In addition to the federal Commerce Clause issue, a state wishing to enact a weapon regulation will need to draft its statute consistent with the language of the Second Amendment and the Supreme Court interpretations given in the precedent cases.  

  1. The Second Amendment: A Long History of Regulation

The history of gun ownership in the United States is a history of regulation. From the Colonial period through the ratification of the Constitution, there were a number of recurring issues about individual gun ownership that were hotly debated by state legislatures and the first Congress. The first laws in the United States pertaining to regulation of private ownership appeared nearly the same time as settlers to the New World. The first weapon regulatory schemes originated in Great Britain with an act of Parliament in 1541 that banned concealable weapons including hand crossbows and pistols. The 1689 British Bill of Rights regulated military arms such as pikes, crossbows, and firearms. This concept of “regulation without confiscation” would manifest in the Colonial governments over the next century. In New England, the Colonies passed laws, which required, rather than allowed, white males to possess arms for the collective defense of the settlements. Connected with this requirement was a concomitant fear of a well-armed population. A well-armed population, although necessary for protecting trade and the settlements from attacks by Native Americans and other Colonial settlers, also meant a population capable of revolt. As history shows, this fear was justified.

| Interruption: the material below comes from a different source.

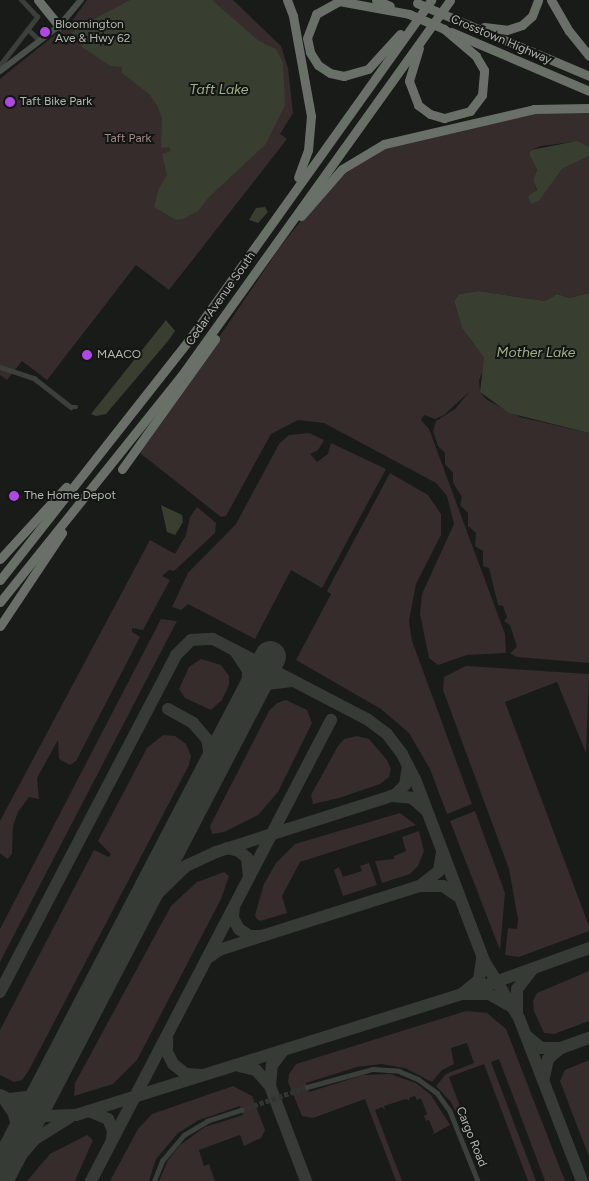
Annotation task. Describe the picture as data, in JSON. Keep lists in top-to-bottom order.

The fear of requiring a well-armed population came to fruition in 1676 when Bacon motivated a popular rising against Governor Berkeley’s rule. Governor Berkeley failed to address colonist demands regarding their safety, so Virginian civilians of all classes took up arms against Berkeley, chased him from Jamestown, and torched the capital. After the dust from the revolt settled, Virginia passed laws severely limiting the class of persons that could possess firearms. Most other colonies followed suit, and through the 18th century Colonial laws shared the practice of compelling firearm ownership for some while banning it for others. By the time of the American Revolution, however, the Colonies changed their tone on gun ownership, and the regulatory laws tended to show two commonalities. First, that gun ownership was inherently tied to one’s duty to serve in the militia.  Second, the States believed they could regulate firearm ownership.

At the time of the Constitutional Convention in 1789, every colony had laws on its books regulating the right to bear arms, and this right became a hotly debated topic among the delegates. The Framers feared a strong federal government, and nothing could be feared more than a strong federal army. In Federalist 46, James Madison defended the state’s rights to a well-regulated militia subject to federal supervision. As the Framers learned during the American Revolution, the militia, while mythically noble, was in reality poorly trained and subject to desertion. To combat this, the federal government would train the militias such that in the event of a tyrannical federal takeover, the militias could respond effectively.

In this context, Madison proposed the first draft of the Second Amendment, which read: “The right of the people to keep and bear arms shall not be infringed; a well-armed, and well-regulated militia being the best security of a free country; but no person religiously scrupulous of bearing arms, shall be compelled to render militia service in person.” Most of the debate surrounding the Amendment at the Convention focused on the “conscientious objector clause,” which detractors believed could be used by the federal government to determine who could qualify to serve in the militia. This clause was eventually dropped, and the Amendment’s language was altered to its present form which reads: “A well-regulated militia being necessary to the security of a free state, the right of the people to keep and bear arms shall not be infringed.”

Supreme CourtThe new draft emphasized some important stylistic changes. First, the word “country” was dropped in favor of the word “state.” Second, the words “best security” were replaced by “being necessary to the security of a free state.” These changes suggest that the theory of the Second Amendment, like the lessons learned from Colonial regulation, were to balance the interests of State security against the (justified) fear of a well-armed majority.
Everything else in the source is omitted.